(Data to use begins)
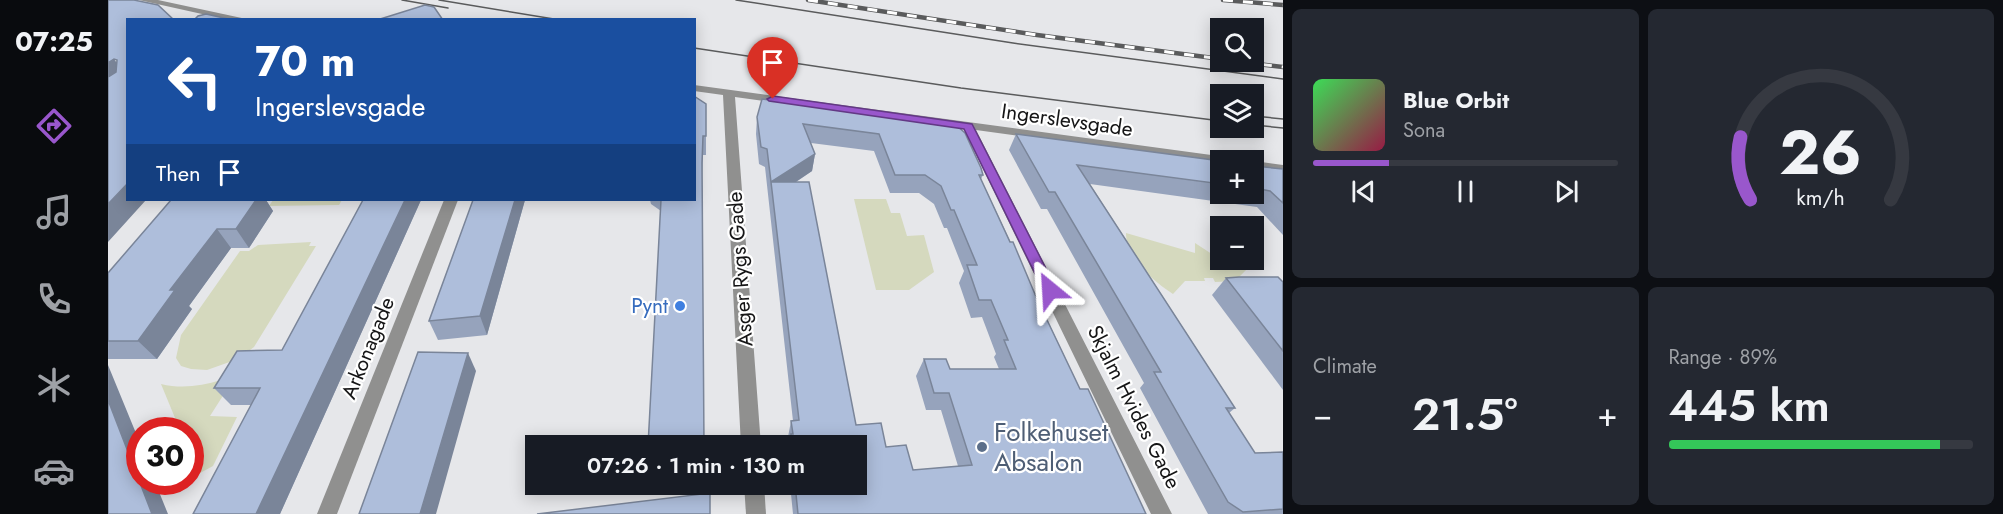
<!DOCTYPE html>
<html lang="en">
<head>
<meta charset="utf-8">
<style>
  body { margin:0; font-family:Jost,sans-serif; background:#242831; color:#f1f3f6; height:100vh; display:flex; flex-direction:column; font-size:22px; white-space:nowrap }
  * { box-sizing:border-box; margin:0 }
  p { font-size:20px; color:#9ea1a6 }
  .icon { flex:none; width:33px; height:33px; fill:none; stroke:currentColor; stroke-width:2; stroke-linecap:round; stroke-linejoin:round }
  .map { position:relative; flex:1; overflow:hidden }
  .sheet { display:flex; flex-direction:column; gap:9px; padding:9px; background:#0d0f14; width:720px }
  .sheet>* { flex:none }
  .guide { position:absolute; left:18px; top:18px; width:570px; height:183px; border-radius:0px; box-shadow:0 3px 15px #0003; background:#1a4fa0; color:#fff; overflow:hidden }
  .fabs { position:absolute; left:1102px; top:18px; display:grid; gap:12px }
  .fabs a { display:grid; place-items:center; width:54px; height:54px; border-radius:0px; background:#171b24; box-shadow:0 3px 15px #0003; font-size:30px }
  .speed { position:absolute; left:18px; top:417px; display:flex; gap:12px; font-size:30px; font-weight:700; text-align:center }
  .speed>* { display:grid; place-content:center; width:78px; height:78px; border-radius:50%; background:#171b24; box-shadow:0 3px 15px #0003; line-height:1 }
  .speed .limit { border:9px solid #d22; background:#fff; color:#111 }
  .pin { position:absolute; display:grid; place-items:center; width:51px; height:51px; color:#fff; margin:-62px -26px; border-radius:50% 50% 50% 0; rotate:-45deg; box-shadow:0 0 6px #0007 }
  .pin .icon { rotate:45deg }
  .me { position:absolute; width:66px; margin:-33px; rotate:333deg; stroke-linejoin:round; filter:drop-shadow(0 0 4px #0008) }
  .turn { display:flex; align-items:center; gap:21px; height:126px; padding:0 30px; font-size:27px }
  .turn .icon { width:78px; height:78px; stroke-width:2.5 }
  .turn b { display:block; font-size:42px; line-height:51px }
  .then { display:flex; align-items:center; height:57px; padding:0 30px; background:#0003; gap:12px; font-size:22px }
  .big { font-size:45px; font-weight:600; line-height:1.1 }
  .sheet .tile { flex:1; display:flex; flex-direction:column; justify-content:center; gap:9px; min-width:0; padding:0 21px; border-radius:9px; background:#242831 }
  .sheet .dial { align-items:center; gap:0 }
  .dial svg { height:156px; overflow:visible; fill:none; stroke:#363941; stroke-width:7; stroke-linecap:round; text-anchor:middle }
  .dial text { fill:#f1f3f6; stroke:none }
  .song { display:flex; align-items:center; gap:18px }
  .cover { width:72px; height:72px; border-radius:9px; background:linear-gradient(135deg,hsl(130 70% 55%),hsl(340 70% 35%)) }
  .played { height:6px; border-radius:3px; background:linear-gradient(90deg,#9957cc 25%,#363941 25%) }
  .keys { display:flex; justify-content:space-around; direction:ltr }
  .heat { display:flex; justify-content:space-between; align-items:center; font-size:33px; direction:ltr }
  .charge { height:9px; border-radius:4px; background:linear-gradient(90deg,#34c759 89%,#363941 0) }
  .sheet .tiles { flex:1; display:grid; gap:9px; grid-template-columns:repeat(2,1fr) }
  .trip { position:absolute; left:417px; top:435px; width:342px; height:60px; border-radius:0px; background:#171b24; box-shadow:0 3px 15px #0003; font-weight:600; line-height:60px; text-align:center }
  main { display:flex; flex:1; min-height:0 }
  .tab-bar { display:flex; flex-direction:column; width:108px; justify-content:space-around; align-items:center; background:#090b0e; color:#9ea1a6 }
  .tab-bar .icon { width:42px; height:42px }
  .tab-bar .selected { color:#9957cc }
  .tab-bar b { font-size:27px; color:#f1f3f6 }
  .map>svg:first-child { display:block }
  .green { fill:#d5d9be }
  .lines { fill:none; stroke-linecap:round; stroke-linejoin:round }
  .minor { fill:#90908f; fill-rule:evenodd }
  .tram { stroke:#5a5b5c; stroke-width:1.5 }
  .rail-casing { stroke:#5a5b5c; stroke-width:4.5 }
  .rail { stroke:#fff; stroke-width:3; stroke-dasharray:10; stroke-linecap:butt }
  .wall { fill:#96a3bc; fill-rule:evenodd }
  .shaded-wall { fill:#7a8599 }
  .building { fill:#aebedb; stroke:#7a8599; stroke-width:1.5 }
  .route { fill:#9957cc; stroke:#633985; stroke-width:1.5 }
  .shop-dot { fill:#3f7fe0; stroke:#fff; stroke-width:2 }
  .service-dot { fill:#5c6f8a; stroke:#fff; stroke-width:2 }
  .labels { text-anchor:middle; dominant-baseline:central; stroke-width:4.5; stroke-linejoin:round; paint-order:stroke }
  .street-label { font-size:21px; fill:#151516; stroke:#fff }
  .shop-label { font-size:21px; fill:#366cbe; stroke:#fff; text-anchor:end }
  .near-service-label { font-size:26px; fill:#4e5e75; stroke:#fff; text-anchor:start }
</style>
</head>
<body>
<main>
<nav class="tab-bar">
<b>07:25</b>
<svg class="icon selected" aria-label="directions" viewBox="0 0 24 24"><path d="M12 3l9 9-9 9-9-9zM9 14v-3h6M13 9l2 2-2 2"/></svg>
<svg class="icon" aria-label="music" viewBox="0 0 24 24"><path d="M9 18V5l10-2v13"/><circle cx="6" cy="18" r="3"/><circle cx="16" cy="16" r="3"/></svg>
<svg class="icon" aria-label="phone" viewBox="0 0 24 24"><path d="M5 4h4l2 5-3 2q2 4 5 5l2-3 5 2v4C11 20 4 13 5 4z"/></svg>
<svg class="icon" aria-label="climate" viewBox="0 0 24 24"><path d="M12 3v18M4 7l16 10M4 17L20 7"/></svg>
<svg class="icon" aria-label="car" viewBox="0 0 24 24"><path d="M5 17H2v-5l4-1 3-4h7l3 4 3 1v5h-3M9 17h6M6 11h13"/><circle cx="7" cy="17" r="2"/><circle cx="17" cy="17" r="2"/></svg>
</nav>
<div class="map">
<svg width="1175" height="514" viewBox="0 0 1175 514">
  <rect width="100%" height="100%" fill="#e6e7ea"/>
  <g class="green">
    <path d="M746 199H778L783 213H792L799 236 816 235 826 272 801 290H768Z"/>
    <path d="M165 200H234L231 205 161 206Z"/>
    <path d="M1018 233 1087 253V243L1113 260H1123L1140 268 1127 281 1107 282 1105 278H1096L1097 281H1077L1065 294C1045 281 1018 258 1018 233Z"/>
    <path d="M203 242 201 246H208L146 347 130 359 99 370 83 369 73 366 68 358 73 335 132 251H141L150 245Z"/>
    <path d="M113 380 123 383 102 416 129 417 105 466 83 478 82 430H72L53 384C74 389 93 386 113 380Z"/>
  </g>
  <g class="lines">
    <g class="minor">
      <path d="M31 0H50L143 20H121Z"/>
      <path d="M586 85 1118 157 1119 160H1113V164L868 130 1064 514H1043L855 128 627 97 653 446H633L615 95 586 91Z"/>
      <path d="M1146 161 1175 165V173L1146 169Z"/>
      <path d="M336 200H350L229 514H209Z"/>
      <path d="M636 484H656L658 514H638Z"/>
    </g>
    <g class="tram">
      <path d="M294 0 340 8"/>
      <path d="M331 0 452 20"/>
      <path d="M628 0 905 43 1175 79"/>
      <path d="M586 48 853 88 1113 121"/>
      <path d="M1146 116 1175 119"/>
      <path d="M1146 125 1175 128"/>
    </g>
    <defs>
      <g id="rail">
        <path d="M700 0 929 35 1113 59"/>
        <path d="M1115 0 1175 5"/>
        <path d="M1134 62 1175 67"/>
      </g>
    </defs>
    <use href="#rail" class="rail-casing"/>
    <use href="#rail" class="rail"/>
  </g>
  <g class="wall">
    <path d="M586 96 598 104V155H595L594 176 596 446H540L553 211 543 204 542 200H586Z"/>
    <path d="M649 117 847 124 875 175 873 179 972 389 1038 514H685L682 484H748V446H680V437L683 421H685L657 167 651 164 648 134ZM703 143 766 151 782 193H811L826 204 836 228H839L856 271 851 283 863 318 874 317 888 354 886 357 891 369H842L816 359 808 376 818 410H833L850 466 805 470 778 447 748 425 688 182 704 171 707 154Z"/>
    <path d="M908 134 1113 161V194H1146V166L1175 169V235L1149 207 982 184 1127 408 1121 413 1147 453 1175 452V514H1100L1032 388 1036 383 939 209H933L901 150Z"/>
    <path d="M63 200H158L165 211 141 248H123L81 306 84 309 49 359H0V273Z"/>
    <path d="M313 200 172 514H85L143 405H123L106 388 174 350Z"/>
    <path d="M365 200H417L379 335 330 340 321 321Z"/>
    <path d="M1118 278 1175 282V390L1104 295Z"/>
  </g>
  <g class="shaded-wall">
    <path d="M6 59 19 77 0 90V63Z"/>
    <path d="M707 154 704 171 665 197 663 182 661 200 663 182Z"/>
    <path d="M20 183V200H38L0 242V204Z"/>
    <path d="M141 200H158L165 211 141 248 128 229Z"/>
    <path d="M297 200H313L172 514H148Z"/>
    <path d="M407 200H417L379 335 372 316Z"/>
    <path d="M109 229 123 248 81 306 84 309 49 359 30 341 62 290Z"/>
    <path d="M360 353 368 371 328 514H312Z"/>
    <path d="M0 365 32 443V482H47L60 514H44L0 400Z"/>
  </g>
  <g class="building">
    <path d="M0 0H26L50 5 66 20H20V183L0 204V77L8 72 9 60 6 59 0 63Z"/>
    <path d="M317 5 326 7 335 20H269Z"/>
    <path d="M98 14 125 20H86L90 16Z"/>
    <path d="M586 96 598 104V136H595L594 163 596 446H540L553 200H586Z"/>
    <path d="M654 99 847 124 857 133 873 168 875 175H871L902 242H905L929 299 972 389H980L1038 514H690L687 484H748V446H684L683 434H685L683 421 691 420 663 182H701L748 425 773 423 778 447 798 445 805 470 864 465 841 393H826L816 359H838L842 369H908L896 340H900L883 300H871L859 265H869L846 210H843L833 186 817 175H787L771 134 695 124 707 154 663 182 659 149 653 147 649 117Z"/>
    <path d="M908 134 1113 161V184L969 165 1127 408H1118L1147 453 1175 452V509L1135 512 1120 502 1046 372H1053L947 192H941Z"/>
    <path d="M1146 166 1175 169V203L1162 191 1146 188Z"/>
    <path d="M63 200H148L128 229H109L62 290H67L30 341H0V273Z"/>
    <path d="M255 200H297L148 514H85L152 388H106L129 351 174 350Z"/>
    <path d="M365 200H407L372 316 321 321Z"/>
    <path d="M1131 277H1170L1175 282V351L1118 278Z"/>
    <path d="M310 352 360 353 312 514H251Z"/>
    <path d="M0 400 44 514H0Z"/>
    <path d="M602 493V514H429Z"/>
  </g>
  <path class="route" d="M665 96 864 124 949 290 947 294H937L856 129 661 101 659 99Z"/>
  <circle class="shop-dot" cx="572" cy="306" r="6"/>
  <circle class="service-dot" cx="874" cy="447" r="6"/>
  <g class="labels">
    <g class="street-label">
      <text transform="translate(959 120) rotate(8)">Ingerslevsgade</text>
      <text transform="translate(632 269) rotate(-94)">Asger Rygs Gade</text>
      <text transform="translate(260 348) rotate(-68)">Arkonagade</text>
      <text transform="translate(1026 407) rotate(63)">Skjalm Hvides Gade</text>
    </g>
    <g class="shop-label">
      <text x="560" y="306">Pynt</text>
    </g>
    <g class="near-service-label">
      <text x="886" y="432">Folkehuset<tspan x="886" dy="30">Absalon</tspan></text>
    </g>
  </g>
</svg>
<div class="fabs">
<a><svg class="icon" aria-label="search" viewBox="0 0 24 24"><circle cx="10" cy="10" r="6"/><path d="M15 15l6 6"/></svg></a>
<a><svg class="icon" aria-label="layers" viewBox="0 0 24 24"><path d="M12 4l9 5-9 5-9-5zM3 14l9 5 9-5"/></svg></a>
<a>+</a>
<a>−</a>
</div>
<div class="speed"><div class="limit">30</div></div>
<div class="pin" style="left:665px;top:99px;background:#d93025"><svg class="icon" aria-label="arrive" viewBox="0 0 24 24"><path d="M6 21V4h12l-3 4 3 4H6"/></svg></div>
<svg class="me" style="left:942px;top:290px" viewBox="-20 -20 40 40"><path d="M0-17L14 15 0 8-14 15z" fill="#9957cc" stroke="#fff" stroke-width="4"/></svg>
<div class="trip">07:26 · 1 min · 130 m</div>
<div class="guide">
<div class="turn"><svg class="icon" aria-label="left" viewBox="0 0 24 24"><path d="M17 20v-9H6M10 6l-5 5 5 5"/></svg><div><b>70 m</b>Ingerslevsgade</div></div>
<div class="then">Then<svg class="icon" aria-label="arrive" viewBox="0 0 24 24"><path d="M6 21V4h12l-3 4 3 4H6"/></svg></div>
</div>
</div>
<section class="sheet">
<div class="tiles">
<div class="tile">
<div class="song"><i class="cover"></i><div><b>Blue Orbit</b><p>Sona</p></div></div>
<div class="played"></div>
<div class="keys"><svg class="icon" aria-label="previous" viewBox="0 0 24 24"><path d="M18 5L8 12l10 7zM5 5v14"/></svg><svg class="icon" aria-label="pause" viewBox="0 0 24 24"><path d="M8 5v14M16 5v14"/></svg><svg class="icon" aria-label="next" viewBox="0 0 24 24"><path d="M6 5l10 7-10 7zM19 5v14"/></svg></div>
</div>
<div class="tile dial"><svg viewBox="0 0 100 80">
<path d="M14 69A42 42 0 1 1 86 69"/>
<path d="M14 69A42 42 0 0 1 9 37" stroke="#9957cc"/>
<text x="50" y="56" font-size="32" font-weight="700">26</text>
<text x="50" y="72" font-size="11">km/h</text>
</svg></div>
<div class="tile"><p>Climate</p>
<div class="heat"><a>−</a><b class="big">21.5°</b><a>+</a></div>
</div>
<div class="tile"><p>Range · 89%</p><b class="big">445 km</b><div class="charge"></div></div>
</div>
</section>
</main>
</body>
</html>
(Data to use ends)
Exercise directions
Show each line from the material above where the string "limit" can be found.

Written response
  .speed .limit { border:9px solid #d22; background:#fff; color:#111 }
<div class="speed"><div class="limit">30</div></div>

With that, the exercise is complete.